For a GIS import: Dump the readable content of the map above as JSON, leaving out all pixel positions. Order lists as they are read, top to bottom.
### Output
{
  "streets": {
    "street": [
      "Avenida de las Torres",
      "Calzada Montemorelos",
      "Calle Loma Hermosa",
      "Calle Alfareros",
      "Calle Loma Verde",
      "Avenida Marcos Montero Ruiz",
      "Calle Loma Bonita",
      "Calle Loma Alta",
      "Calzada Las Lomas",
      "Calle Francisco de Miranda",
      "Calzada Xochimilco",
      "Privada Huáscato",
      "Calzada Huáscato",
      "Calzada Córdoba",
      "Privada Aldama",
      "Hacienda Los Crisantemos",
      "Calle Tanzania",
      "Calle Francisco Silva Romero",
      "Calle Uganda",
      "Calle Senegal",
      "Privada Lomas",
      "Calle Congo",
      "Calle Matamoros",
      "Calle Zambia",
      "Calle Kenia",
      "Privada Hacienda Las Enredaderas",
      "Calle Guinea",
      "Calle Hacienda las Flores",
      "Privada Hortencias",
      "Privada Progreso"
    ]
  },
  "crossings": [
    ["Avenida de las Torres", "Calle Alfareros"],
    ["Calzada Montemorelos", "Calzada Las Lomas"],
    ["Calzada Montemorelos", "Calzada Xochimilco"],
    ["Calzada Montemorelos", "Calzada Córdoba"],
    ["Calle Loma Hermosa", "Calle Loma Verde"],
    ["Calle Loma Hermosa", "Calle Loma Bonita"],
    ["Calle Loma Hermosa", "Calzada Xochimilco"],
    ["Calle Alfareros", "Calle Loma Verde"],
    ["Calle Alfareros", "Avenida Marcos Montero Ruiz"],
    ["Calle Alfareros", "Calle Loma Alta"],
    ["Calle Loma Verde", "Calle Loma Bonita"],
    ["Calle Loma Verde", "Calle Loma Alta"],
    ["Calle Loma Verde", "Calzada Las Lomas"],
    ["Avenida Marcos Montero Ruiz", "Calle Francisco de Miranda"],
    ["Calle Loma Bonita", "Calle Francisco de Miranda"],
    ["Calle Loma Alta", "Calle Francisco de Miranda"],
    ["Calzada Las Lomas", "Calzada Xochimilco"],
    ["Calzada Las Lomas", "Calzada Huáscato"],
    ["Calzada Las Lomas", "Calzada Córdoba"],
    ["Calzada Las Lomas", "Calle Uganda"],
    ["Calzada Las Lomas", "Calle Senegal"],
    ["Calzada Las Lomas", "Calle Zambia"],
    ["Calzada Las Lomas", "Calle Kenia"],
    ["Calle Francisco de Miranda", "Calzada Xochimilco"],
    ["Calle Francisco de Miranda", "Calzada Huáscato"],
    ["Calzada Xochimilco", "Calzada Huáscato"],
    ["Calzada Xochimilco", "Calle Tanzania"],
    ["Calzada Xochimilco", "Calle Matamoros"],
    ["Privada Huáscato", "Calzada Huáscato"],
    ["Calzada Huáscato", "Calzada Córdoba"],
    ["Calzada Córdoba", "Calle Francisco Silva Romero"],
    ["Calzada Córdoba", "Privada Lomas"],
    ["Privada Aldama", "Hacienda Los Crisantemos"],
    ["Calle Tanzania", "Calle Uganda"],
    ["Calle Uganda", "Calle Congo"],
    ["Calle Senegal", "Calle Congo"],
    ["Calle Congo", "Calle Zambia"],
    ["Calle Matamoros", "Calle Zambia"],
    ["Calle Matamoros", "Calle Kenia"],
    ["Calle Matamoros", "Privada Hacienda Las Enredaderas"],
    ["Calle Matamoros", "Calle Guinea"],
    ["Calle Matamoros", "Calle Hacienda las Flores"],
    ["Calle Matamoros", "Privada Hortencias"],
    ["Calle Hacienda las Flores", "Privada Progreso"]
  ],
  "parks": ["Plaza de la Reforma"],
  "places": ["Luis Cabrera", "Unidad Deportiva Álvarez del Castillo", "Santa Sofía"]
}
========
> _WHAT YOU HAVE TO DO_
All lines above with the word "Montemorelos" need to be reported.

> _OUTPUT_
      "Calzada Montemorelos",
    ["Calzada Montemorelos", "Calzada Las Lomas"],
    ["Calzada Montemorelos", "Calzada Xochimilco"],
    ["Calzada Montemorelos", "Calzada Córdoba"],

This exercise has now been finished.